Further Reflections on the Mirror Moment

by James Scott Bell
@jamesscottbell

I enjoy getting emails and tweets from writers regarding the “mirror moment,” which is the subject of my book, Write Your Novel From the Middle. Recently I received two that I thought would make good fodder for a post (we at TKZ are always looking for good fodder).

The first email was a great question from someone who asked about the mirror moment in a long series. She used Sue Grafton’s alphabet series as an example. Should each book have a mirror moment? How can a series character go through so many changes?

I wrote back reminding her that there are two kinds of mirror moments. The first kind is about identity. It asks questions like, “Who am I? Why am I this way? What must I become?” It’s Rick in Casablanca.

The second kind is about death. It is the realization, “I’m probably going to die. The opposition is too great. How can I possibly survive?” That’s Dr. Richard Kimble in The Fugitive.

So I suggested that in any Kinsey Millhone mystery (and in mystery series in general), there could always be a realization in the middle that this case, this puzzle, this villain is the most perplexing or dangerous of their career. It looks like they could “die” (professionally) this time.

But that is not to say the character in any given book in a series cannot have a personal crisis of identity, too. Exhibit A would be the Harry Bosch books by Michael Connelly.

C is for confession: I have not read all of the alphabet books by Sue Grafton. I think I may have stopped around F. But the question intrigued me, so I went to the library and picked one of the later books at random—Q is For Quarry. I sat down and, as is my practice when mirror hunting, turned to the physical center of the book and just started looking around. Was there anything relating to identity? Or anything indicating this was the biggest challenge of her career?

Lo and behold, I found that it was about identity. Kinsey, who lost both her parents in a car accident when she was very young, has had a hole in her identity ever since. In this scene from the middle of the book, she is looking at a photograph of her mother. You don’t even have to know the details of the plot to know that this is the language of an identity-type of mirror moment:

I placed the frame on my desk, sitting back in my swivel chair with my feet propped up. Several things occurred to me that I hadn’t thought of before. I was now twice my mother’s age the day the photograph was taken. Within four months of that date, my parents would be married, and by the time she was my age, she’d have a daughter three years old. By then my parents would have had only another two years to live. It occurred to me that if my mother had survived, she’d be seventy. I tried to imagine what it would be like to have a mother in my life—the phone calls, the visits and shopping trips, holiday rituals so alien to me. I’d been resistant to the Kinseys, feeling not only adamant but hostile to the idea of continued contact. Now I wondered why the offer of simple comfort felt like such a threat. Wasn’t it possible that I could establish a connection with my mother through her two surviving sisters? Surely, Maura and Susanna shared many of her traits—gestures and phrases, values and attitudes ingrained in them since birth. While my mother was gone, couldn’t I experience some small fragment of her love through my cousins and aunts? It didn’t seem too much to ask, although I still wasn’t clear what price I might be expected to pay.

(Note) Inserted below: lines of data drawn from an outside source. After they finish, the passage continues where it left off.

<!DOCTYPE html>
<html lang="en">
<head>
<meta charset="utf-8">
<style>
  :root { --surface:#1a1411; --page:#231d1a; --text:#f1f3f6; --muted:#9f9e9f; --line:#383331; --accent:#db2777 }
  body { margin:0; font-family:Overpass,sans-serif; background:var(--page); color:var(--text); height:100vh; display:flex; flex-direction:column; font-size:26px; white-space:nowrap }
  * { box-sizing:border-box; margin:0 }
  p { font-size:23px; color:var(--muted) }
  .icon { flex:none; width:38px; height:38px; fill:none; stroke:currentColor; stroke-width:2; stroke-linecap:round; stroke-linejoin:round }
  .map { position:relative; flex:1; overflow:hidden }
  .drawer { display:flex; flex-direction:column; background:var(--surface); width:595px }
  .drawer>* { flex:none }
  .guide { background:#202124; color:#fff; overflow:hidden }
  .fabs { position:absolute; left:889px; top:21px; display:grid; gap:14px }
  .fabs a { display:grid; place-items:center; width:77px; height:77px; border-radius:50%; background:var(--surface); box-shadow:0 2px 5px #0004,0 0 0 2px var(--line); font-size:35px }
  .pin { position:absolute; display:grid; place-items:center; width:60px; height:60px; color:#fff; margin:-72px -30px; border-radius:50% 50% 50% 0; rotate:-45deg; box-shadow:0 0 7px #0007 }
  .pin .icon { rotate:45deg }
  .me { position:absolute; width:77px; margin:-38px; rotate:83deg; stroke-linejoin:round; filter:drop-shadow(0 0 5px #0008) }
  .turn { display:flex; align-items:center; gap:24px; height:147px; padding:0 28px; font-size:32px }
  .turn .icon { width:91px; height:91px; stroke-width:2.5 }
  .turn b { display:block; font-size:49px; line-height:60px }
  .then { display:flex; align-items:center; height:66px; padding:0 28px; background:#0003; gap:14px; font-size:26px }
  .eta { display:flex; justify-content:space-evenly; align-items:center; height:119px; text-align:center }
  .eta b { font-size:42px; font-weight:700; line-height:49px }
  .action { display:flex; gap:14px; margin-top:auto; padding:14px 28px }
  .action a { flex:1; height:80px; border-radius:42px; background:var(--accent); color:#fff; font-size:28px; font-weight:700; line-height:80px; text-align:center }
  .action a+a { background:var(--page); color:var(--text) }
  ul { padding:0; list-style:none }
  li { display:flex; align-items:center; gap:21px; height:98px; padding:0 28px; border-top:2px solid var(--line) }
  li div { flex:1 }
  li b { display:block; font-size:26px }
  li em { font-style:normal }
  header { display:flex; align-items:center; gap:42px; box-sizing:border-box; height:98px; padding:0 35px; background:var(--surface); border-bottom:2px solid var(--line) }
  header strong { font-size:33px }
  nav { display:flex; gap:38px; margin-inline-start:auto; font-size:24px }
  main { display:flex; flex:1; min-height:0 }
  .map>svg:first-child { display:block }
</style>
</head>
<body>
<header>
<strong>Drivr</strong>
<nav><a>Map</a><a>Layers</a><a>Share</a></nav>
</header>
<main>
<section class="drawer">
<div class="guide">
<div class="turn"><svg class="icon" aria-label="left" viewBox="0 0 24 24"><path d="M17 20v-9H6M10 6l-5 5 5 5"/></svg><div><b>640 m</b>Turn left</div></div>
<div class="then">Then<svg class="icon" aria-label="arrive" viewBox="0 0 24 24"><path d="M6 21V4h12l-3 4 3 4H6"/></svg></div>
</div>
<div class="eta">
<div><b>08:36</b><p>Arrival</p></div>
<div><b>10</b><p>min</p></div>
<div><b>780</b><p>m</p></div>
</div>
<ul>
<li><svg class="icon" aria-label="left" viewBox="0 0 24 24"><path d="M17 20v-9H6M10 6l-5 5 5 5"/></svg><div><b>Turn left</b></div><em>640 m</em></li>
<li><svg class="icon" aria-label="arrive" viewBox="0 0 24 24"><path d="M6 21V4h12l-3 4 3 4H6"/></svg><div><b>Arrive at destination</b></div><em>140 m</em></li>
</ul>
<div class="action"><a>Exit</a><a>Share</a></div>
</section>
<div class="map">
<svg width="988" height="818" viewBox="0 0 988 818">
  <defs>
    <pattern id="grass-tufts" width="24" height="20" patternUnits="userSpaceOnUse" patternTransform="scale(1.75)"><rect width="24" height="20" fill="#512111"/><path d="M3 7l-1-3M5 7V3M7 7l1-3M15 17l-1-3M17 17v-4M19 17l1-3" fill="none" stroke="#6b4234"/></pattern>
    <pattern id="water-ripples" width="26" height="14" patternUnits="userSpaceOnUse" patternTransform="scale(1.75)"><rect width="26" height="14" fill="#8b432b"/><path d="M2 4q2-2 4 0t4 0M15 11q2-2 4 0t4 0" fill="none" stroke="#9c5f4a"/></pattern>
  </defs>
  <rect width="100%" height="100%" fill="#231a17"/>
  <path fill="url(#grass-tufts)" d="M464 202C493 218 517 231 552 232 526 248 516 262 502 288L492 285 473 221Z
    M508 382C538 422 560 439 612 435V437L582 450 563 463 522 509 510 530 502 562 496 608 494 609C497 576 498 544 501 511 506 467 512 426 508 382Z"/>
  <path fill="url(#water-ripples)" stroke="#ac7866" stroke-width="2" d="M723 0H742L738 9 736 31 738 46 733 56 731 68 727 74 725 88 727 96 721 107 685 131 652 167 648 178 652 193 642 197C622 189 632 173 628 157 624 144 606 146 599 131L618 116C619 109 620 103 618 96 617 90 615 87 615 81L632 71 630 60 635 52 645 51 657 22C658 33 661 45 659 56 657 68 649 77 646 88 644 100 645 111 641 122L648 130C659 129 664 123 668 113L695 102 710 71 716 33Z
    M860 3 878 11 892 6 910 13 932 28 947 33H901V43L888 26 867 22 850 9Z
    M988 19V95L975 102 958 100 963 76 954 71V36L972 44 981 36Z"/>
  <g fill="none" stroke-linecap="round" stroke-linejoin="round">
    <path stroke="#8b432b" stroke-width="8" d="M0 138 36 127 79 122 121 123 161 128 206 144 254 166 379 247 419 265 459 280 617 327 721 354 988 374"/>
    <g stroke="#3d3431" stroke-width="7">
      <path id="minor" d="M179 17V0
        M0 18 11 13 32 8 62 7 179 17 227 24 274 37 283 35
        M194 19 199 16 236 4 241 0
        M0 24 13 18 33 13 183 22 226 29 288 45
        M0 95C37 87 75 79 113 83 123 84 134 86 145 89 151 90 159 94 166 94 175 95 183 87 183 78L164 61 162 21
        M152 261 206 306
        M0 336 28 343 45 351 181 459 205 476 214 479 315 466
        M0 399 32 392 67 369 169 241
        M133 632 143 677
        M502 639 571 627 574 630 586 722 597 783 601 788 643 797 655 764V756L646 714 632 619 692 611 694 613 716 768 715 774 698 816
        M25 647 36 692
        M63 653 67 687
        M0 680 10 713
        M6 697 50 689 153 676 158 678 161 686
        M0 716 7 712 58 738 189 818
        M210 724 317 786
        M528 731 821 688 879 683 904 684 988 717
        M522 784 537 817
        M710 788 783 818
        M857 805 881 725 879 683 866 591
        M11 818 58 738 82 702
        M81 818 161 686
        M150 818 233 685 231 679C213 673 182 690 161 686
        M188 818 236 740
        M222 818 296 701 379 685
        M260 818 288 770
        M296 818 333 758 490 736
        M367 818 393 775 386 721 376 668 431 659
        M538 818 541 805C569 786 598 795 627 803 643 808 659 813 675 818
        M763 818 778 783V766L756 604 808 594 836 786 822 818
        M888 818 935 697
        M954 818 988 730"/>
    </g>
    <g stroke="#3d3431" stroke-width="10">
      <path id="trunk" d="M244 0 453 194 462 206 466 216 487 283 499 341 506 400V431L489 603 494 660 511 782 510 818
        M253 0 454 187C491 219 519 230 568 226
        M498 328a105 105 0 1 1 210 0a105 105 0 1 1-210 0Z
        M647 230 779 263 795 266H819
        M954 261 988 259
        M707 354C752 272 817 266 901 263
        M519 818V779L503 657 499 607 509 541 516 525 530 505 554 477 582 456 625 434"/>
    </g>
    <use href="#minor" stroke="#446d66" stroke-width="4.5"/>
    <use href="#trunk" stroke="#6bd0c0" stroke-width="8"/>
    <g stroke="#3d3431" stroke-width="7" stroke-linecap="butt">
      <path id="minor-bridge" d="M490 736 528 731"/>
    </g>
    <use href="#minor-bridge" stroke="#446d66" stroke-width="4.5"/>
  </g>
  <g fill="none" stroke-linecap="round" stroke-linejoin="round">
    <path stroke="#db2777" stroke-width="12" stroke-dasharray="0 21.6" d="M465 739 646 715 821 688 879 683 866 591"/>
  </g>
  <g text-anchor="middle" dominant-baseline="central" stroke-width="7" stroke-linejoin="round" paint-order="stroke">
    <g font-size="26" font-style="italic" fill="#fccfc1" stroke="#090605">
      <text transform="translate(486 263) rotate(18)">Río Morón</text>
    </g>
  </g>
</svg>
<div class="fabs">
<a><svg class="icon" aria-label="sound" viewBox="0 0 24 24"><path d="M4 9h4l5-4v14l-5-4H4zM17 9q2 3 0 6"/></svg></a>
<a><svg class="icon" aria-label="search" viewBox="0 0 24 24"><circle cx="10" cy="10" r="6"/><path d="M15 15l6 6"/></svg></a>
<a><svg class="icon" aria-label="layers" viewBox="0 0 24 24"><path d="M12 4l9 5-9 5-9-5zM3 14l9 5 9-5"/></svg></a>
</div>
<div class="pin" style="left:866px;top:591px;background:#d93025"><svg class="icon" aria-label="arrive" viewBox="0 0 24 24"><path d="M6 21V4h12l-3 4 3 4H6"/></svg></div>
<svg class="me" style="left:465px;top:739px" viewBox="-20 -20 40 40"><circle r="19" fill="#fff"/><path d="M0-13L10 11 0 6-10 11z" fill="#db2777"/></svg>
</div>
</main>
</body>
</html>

I locked the office early, leaving the photo of my mother in the center of my desk. Driving home, I couldn’t resist touching on the issue, much in the same way the tongue seeks the socket from which a tooth has just been pulled. The compulsion resulted in the same shudder-producing blend of satisfaction and repugnance.

Thus, any book in a long-running series can include subplot elements that relate to the hero’s identity and transformation.

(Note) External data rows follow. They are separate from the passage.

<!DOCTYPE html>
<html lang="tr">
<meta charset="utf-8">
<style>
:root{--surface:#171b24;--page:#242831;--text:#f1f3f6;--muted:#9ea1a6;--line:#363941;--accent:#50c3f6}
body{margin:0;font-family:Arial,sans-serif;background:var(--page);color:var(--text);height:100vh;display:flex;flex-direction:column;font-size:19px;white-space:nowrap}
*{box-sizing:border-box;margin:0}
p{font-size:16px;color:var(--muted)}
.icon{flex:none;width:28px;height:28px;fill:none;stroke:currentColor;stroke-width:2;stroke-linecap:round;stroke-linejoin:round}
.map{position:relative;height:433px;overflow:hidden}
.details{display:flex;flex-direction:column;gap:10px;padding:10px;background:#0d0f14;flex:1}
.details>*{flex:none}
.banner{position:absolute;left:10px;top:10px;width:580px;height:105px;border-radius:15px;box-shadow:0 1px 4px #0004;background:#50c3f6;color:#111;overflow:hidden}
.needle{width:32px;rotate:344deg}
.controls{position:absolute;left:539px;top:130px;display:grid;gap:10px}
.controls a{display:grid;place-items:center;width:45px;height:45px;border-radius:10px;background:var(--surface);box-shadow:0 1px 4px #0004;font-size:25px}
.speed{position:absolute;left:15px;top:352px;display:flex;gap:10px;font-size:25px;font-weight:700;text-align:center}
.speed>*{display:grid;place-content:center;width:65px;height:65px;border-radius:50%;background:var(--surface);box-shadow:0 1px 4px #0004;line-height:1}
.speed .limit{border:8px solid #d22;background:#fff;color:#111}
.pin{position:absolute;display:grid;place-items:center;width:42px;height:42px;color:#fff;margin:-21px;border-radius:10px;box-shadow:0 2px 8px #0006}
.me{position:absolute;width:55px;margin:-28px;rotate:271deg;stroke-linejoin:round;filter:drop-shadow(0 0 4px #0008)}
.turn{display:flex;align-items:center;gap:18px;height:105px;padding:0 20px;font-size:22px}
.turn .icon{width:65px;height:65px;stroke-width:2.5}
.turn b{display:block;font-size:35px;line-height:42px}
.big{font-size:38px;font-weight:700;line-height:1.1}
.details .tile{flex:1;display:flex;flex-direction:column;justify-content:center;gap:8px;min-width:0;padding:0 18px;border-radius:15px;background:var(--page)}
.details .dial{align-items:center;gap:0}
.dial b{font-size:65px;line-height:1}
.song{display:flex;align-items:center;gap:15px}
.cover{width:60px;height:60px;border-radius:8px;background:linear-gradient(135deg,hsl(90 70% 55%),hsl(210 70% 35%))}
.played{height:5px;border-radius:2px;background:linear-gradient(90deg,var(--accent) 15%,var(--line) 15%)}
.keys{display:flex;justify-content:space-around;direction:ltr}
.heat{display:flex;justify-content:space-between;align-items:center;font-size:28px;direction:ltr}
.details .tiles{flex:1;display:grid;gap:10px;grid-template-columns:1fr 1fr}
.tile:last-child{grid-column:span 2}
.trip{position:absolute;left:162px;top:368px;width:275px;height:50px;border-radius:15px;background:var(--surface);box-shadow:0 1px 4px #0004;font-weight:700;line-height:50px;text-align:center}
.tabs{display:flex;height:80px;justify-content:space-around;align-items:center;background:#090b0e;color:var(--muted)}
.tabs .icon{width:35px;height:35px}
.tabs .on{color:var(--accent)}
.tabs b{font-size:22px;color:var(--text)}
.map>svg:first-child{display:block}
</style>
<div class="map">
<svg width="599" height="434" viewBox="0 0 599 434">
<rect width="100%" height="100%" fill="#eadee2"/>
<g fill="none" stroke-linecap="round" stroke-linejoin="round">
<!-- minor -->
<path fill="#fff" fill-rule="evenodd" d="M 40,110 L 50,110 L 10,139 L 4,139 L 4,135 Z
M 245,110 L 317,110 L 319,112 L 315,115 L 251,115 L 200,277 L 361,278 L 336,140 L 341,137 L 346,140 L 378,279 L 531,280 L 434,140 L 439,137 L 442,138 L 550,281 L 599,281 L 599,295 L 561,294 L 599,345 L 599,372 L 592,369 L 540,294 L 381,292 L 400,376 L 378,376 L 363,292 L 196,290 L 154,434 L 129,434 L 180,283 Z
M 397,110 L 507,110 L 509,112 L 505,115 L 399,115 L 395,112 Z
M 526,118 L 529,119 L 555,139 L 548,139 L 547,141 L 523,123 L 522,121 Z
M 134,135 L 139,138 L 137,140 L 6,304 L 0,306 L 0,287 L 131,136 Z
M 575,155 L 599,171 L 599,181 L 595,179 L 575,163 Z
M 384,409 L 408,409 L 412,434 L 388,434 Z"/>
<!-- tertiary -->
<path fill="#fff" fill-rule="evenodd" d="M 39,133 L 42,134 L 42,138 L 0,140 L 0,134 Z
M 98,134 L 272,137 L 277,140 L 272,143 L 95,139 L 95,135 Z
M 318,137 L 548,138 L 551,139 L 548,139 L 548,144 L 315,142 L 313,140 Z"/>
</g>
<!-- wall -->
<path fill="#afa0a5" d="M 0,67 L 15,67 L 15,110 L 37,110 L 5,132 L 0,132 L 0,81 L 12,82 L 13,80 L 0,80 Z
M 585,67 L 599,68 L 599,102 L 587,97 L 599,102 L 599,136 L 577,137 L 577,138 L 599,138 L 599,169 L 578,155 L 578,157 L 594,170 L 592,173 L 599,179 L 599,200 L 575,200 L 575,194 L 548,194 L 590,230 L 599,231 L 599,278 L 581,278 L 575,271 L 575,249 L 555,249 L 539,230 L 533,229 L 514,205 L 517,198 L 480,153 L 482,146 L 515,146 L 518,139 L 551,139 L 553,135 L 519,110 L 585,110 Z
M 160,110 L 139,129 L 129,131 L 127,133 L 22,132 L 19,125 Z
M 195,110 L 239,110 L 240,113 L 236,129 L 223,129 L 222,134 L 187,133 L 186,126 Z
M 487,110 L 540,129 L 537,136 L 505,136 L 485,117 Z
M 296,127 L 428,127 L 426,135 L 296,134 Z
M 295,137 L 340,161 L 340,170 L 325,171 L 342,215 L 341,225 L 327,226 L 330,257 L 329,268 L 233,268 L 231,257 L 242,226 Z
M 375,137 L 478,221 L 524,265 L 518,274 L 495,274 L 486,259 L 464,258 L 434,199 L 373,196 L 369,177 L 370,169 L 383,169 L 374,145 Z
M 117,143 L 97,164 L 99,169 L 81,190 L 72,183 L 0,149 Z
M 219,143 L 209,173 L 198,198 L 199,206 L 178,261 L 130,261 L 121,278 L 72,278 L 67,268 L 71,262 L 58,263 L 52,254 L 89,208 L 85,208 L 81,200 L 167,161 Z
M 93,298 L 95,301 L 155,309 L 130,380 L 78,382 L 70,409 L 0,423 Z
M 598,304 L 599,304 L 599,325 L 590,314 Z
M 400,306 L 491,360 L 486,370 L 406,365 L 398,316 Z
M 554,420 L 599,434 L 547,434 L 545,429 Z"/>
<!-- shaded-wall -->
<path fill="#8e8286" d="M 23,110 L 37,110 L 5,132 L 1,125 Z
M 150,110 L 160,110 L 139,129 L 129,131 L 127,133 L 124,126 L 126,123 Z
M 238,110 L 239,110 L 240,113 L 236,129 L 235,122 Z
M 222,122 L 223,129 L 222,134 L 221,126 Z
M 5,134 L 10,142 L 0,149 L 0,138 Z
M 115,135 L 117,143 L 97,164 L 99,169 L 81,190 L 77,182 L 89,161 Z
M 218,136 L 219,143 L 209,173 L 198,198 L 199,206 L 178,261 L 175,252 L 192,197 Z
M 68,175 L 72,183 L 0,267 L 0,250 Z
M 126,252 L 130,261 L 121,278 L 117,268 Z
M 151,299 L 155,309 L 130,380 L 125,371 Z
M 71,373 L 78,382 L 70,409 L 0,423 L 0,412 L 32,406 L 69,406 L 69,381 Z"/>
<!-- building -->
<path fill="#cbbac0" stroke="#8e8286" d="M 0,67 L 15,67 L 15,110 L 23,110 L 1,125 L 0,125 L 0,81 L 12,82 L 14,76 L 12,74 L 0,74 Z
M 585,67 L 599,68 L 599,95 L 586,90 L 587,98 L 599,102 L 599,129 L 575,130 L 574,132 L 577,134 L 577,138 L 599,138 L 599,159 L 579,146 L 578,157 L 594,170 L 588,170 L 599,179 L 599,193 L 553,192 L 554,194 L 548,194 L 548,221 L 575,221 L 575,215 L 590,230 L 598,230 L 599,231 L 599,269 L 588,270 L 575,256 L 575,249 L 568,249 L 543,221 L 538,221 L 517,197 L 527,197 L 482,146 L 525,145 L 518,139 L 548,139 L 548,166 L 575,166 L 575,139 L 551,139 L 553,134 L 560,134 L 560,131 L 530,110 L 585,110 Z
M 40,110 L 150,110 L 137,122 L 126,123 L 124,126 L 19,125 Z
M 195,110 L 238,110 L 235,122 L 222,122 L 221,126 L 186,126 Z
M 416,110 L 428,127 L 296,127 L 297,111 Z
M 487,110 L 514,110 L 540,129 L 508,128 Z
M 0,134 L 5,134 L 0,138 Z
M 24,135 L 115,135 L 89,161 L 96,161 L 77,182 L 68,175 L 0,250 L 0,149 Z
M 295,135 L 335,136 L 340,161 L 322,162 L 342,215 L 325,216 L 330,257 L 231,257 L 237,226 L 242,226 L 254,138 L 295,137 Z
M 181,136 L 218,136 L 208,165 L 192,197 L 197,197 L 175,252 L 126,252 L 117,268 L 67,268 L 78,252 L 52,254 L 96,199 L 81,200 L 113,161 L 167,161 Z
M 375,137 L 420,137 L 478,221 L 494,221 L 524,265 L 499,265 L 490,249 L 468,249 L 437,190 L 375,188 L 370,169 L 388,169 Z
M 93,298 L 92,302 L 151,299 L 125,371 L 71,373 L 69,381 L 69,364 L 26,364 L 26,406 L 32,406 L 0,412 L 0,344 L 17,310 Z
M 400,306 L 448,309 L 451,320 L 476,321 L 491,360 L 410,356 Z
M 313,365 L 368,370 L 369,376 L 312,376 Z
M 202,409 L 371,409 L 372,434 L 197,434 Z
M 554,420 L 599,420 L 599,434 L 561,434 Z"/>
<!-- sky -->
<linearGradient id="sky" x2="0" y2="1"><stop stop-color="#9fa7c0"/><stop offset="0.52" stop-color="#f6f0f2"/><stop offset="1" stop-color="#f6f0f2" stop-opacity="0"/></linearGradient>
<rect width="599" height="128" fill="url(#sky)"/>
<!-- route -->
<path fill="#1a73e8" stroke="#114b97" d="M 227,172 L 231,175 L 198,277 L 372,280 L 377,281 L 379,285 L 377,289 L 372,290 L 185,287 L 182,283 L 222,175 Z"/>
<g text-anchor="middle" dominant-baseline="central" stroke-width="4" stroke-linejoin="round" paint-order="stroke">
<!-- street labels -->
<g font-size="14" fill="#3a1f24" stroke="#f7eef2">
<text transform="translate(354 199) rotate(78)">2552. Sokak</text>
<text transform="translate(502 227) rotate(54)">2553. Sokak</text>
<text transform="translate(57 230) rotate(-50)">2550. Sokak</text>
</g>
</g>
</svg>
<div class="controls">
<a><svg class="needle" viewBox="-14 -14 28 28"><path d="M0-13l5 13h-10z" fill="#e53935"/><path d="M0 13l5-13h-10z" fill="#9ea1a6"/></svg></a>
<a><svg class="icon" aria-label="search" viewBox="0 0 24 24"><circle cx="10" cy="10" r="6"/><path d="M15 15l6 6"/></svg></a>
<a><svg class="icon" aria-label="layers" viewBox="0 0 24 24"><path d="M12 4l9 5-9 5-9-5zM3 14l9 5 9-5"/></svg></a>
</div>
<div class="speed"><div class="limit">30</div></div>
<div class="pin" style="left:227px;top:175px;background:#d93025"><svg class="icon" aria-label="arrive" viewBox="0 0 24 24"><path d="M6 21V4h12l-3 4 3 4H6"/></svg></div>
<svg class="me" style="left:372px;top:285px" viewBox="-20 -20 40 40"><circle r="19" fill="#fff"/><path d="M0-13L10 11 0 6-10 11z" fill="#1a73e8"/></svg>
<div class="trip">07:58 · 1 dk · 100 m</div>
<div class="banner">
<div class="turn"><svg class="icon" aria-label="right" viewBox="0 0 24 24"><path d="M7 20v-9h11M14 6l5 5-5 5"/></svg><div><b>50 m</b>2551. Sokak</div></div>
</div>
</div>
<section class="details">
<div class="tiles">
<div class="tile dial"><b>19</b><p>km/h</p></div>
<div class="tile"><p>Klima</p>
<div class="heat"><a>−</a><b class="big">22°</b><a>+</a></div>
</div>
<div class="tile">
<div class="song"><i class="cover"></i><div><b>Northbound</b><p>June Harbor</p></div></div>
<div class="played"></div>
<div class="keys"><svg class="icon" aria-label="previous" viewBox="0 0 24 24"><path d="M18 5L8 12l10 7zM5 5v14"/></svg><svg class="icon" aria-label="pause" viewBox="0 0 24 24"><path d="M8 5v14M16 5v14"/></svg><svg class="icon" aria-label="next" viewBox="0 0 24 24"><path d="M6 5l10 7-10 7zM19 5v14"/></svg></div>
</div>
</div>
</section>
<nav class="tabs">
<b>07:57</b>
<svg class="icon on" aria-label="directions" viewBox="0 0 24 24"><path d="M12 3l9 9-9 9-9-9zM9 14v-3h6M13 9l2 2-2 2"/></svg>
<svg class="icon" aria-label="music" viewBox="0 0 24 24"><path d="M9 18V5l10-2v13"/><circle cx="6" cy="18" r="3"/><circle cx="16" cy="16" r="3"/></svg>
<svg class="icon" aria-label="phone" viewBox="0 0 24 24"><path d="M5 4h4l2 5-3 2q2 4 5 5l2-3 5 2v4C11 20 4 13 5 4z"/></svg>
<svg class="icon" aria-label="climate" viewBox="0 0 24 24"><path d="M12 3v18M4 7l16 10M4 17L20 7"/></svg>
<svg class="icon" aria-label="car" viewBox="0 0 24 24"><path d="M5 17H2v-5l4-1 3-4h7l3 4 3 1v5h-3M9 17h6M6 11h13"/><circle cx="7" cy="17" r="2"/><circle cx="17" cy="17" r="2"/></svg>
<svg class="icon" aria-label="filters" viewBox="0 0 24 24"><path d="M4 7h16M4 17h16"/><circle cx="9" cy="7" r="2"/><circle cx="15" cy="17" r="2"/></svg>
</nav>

Shortly after this I got an email from my friend, writer Rich Bullock. He told me he’d been watching Star Wars: The Last Jedi, and in the chapter titled “The Mirror Cave” Rey is being tempted by the dark side (what a shock) and challenged by Kylo Ren on her true identity. Rich told me it was smack dab in the middle.

So I checked out the DVD from the library, chucked in the player, and went to the scene. Rey has fallen into this mirror cave, and is hoping it will give her a clue about who she truly is. Kylo Ren is somewhere else, but able to communicate with her:

KYLO REN: Let the past die. Kill it if you have to. That’s the only way to become what you were meant to be.

REY: No! No!

REY (VOICE OVER): I should have felt trapped or panicked. But I didn’t. This didn’t go on forever, I knew it was leading somewhere. And that, at the end, it would show me what I came to see.

REY: Let me see them. My parents … please.

She touches the mirror. Two shadowy figures approach from the other side of the glass. But when the frost clears, Rey is looking at … herself!

I took a look at the DVD timeline:

Hmm, we’re 1:16 into a 2:32 movie. I’m no math whiz, but I believe you can’t get any more middle than that!

The mirror moment works every time.

(For more on this, see my post “Revisiting the Mirror Moment”.)

That’s it for today, kids. I’m on the road most of the day, but will try to check in later. Talk amongst yourselves, esp. those of you writing series characters. How do you handle any inner transformation?